Data records:
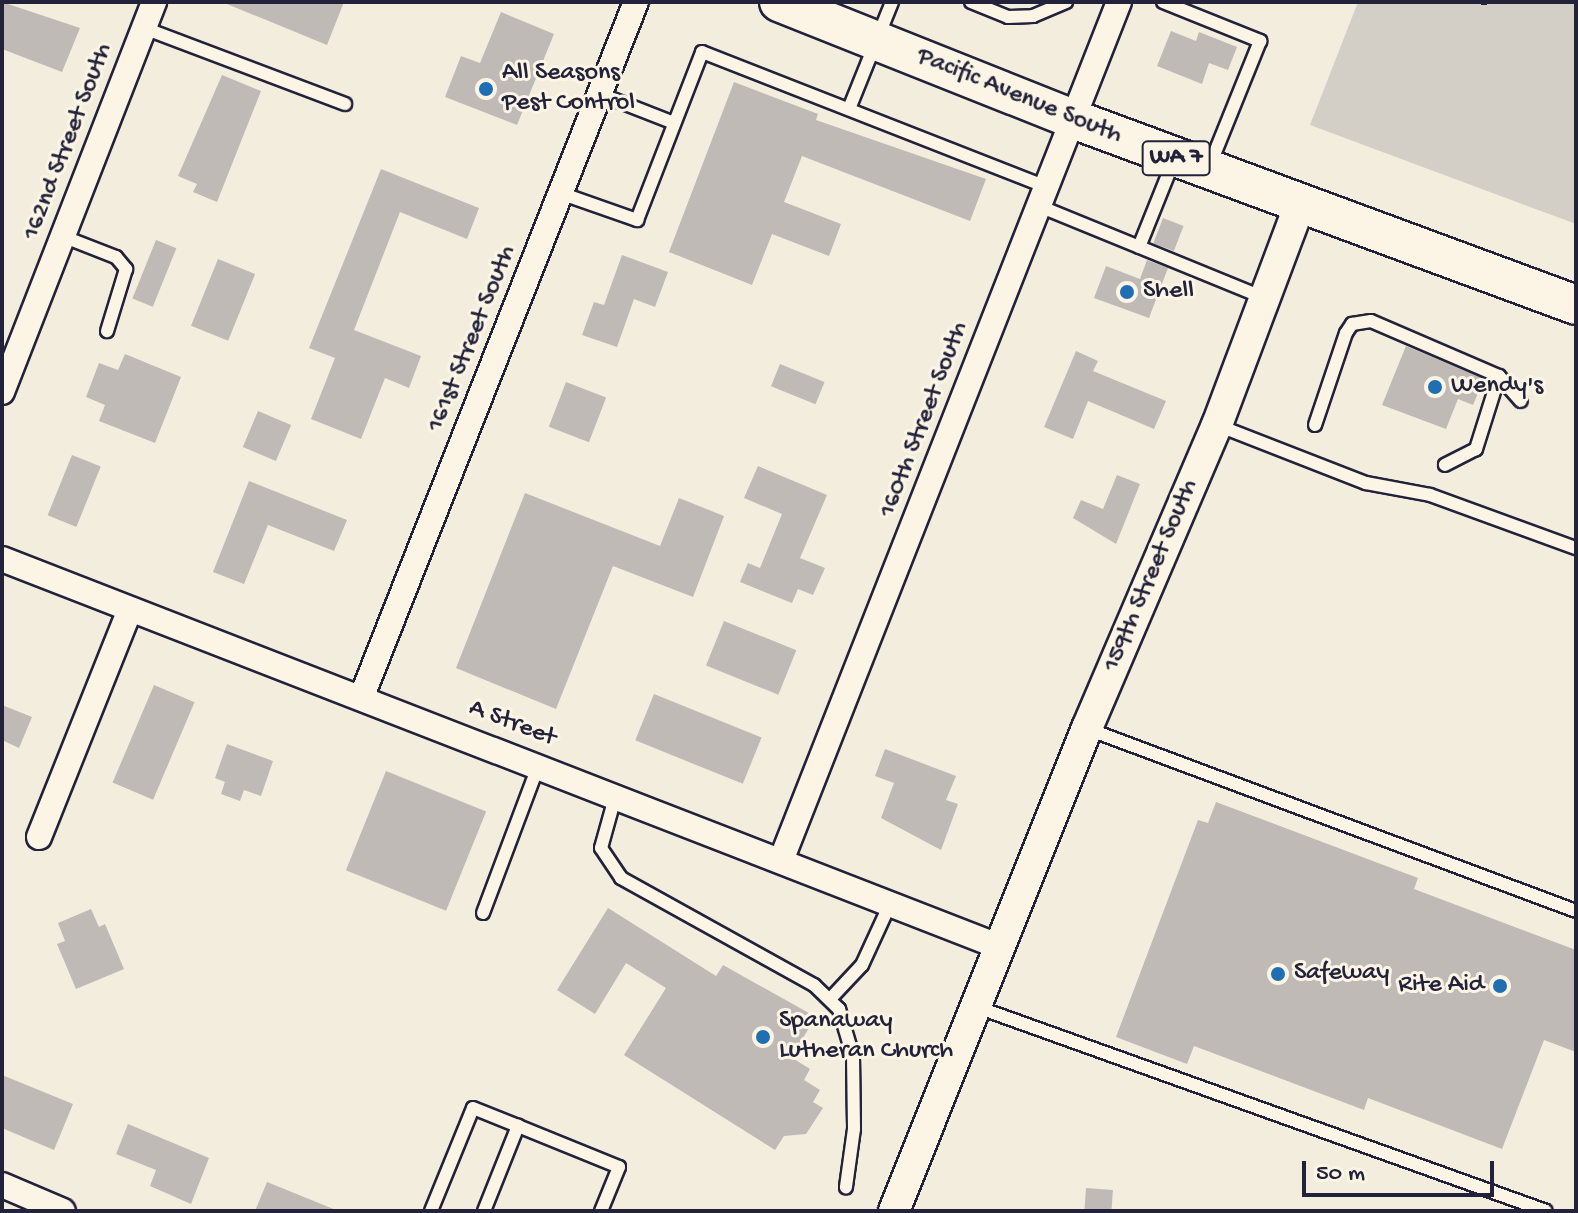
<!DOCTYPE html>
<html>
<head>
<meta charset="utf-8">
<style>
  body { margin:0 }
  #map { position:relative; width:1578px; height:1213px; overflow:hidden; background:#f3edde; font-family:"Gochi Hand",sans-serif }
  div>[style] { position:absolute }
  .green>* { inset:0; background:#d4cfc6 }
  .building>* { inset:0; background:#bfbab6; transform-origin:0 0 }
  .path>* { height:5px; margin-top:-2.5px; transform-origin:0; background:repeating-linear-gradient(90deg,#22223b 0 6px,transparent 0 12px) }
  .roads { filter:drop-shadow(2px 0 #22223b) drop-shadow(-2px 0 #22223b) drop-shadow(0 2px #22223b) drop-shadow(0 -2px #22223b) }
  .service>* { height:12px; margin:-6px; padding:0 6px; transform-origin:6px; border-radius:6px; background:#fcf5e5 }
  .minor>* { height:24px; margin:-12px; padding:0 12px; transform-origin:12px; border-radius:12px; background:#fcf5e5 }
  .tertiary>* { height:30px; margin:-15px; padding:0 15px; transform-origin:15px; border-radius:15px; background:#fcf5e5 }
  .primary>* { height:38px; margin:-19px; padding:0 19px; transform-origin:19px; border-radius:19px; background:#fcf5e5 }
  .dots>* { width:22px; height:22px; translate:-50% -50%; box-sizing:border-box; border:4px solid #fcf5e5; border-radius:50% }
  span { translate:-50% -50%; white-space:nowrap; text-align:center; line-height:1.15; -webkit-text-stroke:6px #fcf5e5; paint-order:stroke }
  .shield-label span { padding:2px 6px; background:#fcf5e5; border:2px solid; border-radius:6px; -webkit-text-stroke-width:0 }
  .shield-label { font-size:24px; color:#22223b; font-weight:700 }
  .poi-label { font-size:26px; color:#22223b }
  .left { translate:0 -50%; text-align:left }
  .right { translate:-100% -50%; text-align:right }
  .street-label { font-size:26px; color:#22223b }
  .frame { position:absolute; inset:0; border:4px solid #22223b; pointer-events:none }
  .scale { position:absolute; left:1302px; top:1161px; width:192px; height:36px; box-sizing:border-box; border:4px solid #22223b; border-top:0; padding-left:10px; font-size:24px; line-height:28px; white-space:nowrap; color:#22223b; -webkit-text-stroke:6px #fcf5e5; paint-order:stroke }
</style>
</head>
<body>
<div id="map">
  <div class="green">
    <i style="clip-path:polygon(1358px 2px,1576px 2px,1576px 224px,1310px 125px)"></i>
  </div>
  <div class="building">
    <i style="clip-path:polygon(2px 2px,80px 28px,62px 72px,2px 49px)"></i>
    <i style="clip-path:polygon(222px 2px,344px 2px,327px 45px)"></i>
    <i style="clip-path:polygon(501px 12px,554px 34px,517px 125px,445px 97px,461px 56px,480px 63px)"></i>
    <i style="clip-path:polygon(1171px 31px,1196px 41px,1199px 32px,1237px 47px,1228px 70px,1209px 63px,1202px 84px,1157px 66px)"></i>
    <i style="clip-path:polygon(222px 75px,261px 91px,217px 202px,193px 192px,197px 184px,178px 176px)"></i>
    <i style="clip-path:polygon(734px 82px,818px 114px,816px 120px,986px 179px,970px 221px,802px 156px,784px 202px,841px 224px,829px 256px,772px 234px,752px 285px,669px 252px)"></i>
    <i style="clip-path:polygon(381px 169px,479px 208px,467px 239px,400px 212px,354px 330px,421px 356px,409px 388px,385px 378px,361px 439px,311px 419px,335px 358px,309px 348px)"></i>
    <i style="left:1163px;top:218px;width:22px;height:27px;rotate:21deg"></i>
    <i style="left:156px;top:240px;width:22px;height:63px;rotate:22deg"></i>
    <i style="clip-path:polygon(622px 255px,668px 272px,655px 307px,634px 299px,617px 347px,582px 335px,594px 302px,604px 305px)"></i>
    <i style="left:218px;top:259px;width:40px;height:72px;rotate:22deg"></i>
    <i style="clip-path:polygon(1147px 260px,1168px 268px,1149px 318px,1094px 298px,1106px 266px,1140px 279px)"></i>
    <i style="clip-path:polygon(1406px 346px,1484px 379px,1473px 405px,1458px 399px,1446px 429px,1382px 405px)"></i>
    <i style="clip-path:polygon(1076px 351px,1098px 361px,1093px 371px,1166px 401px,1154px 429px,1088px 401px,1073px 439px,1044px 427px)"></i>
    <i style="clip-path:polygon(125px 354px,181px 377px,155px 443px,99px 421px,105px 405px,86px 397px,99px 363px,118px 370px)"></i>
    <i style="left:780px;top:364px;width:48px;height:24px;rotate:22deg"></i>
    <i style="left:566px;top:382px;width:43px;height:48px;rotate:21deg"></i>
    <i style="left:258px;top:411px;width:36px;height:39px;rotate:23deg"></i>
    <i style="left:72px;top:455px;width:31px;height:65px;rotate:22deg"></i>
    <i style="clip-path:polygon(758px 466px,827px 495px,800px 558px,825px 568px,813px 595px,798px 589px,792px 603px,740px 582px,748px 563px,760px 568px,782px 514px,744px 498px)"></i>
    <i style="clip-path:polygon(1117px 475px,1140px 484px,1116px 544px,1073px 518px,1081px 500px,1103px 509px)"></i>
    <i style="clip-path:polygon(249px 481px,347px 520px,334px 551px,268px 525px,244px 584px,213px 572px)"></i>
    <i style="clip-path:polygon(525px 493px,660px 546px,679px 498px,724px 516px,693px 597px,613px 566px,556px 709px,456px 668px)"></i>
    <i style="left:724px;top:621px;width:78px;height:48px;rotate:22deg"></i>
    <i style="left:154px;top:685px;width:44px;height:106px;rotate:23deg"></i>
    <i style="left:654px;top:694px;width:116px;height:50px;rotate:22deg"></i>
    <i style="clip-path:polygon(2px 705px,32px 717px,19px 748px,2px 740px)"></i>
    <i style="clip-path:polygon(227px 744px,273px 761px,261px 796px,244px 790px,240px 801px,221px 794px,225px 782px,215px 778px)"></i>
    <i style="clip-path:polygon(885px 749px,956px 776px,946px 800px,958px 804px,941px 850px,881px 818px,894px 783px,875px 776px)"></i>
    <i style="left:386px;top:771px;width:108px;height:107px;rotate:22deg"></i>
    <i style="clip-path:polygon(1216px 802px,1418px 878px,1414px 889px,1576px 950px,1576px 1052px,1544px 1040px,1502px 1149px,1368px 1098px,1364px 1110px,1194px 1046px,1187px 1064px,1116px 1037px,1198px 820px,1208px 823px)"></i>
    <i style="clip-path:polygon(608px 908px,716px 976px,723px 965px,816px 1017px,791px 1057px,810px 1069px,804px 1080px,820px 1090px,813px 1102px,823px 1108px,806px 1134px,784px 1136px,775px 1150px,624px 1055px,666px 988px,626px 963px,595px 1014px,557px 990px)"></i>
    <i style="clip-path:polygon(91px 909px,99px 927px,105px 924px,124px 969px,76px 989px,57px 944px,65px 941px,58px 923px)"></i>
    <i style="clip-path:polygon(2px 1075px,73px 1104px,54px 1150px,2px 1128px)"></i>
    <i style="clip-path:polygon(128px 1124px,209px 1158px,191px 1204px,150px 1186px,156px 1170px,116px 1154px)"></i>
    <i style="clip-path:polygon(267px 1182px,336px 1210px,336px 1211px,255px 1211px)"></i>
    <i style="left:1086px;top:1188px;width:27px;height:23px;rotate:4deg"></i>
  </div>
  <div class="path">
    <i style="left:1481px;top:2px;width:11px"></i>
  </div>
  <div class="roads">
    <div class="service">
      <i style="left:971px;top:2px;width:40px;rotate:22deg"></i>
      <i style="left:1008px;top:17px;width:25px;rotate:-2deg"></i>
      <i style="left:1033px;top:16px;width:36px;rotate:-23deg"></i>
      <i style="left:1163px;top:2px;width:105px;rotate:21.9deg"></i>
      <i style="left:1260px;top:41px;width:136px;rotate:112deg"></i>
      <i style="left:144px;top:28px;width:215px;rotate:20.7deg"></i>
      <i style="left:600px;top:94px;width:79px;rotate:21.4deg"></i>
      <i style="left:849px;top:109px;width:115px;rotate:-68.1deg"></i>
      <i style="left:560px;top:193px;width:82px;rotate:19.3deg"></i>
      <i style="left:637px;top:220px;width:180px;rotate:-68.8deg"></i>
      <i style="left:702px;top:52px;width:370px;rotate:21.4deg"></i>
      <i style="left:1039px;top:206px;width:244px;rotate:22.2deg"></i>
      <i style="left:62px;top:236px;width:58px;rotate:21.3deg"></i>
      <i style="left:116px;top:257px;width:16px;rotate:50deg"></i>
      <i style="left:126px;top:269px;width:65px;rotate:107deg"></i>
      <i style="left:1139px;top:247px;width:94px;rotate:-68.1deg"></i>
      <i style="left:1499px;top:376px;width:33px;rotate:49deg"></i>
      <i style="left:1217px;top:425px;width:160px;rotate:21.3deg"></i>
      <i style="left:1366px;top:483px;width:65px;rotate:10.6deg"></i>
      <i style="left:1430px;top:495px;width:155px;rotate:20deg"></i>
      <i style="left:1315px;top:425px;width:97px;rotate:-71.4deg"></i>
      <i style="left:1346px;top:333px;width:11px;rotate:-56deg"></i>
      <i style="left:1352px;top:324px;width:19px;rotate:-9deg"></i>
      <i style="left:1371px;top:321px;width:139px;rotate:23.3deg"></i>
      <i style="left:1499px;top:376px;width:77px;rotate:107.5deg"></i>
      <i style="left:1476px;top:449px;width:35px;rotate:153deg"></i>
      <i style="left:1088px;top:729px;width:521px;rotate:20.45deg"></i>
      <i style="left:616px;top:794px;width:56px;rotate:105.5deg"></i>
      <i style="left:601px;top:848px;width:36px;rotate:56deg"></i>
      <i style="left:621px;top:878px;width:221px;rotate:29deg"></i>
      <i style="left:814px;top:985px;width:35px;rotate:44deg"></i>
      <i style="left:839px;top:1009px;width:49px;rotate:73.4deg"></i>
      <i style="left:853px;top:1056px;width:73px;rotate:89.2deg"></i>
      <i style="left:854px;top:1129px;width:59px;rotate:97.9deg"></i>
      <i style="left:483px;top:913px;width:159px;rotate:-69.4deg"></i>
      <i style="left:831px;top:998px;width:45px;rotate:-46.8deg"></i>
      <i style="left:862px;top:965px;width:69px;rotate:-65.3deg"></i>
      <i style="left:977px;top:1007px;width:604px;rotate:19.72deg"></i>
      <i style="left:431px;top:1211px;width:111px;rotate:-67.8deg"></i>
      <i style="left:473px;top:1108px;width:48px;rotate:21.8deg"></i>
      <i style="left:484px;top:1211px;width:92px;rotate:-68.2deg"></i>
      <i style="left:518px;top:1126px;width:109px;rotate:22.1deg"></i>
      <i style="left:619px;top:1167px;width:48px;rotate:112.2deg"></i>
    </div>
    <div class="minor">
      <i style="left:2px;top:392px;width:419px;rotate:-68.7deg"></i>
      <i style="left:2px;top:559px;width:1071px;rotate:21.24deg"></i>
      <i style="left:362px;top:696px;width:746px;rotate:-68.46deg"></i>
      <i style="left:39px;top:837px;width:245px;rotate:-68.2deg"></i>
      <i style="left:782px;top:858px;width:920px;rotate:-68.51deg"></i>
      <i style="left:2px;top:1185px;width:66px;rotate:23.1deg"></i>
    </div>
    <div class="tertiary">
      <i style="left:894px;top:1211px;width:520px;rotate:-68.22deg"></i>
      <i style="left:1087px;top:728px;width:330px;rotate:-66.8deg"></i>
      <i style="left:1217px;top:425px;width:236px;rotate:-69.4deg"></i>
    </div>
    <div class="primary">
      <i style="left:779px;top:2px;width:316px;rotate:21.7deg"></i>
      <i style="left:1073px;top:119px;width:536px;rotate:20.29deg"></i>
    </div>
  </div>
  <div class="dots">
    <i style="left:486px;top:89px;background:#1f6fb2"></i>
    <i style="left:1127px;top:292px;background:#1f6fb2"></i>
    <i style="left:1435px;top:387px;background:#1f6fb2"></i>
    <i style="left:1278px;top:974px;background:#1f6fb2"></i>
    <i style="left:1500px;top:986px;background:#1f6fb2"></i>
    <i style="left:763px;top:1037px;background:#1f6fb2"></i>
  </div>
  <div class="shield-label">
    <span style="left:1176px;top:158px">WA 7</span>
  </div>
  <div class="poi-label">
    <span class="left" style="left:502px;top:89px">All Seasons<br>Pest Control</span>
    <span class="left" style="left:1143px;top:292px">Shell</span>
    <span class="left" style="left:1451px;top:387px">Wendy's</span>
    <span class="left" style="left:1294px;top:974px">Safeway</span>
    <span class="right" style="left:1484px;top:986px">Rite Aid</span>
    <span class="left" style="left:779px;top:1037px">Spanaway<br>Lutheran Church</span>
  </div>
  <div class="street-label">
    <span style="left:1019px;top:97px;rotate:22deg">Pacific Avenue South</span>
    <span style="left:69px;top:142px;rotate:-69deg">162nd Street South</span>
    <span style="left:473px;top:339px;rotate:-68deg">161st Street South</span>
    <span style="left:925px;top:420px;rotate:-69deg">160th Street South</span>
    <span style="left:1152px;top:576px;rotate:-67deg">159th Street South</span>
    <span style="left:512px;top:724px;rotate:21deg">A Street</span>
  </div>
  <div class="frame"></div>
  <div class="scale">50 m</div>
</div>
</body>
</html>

What needs to be done:
Among the lines above, return those that hold the word "service".

Response to the exercise:
  .service>* { height:12px; margin:-6px; padding:0 6px; transform-origin:6px; border-radius:6px; background:#fcf5e5 }
    <div class="service">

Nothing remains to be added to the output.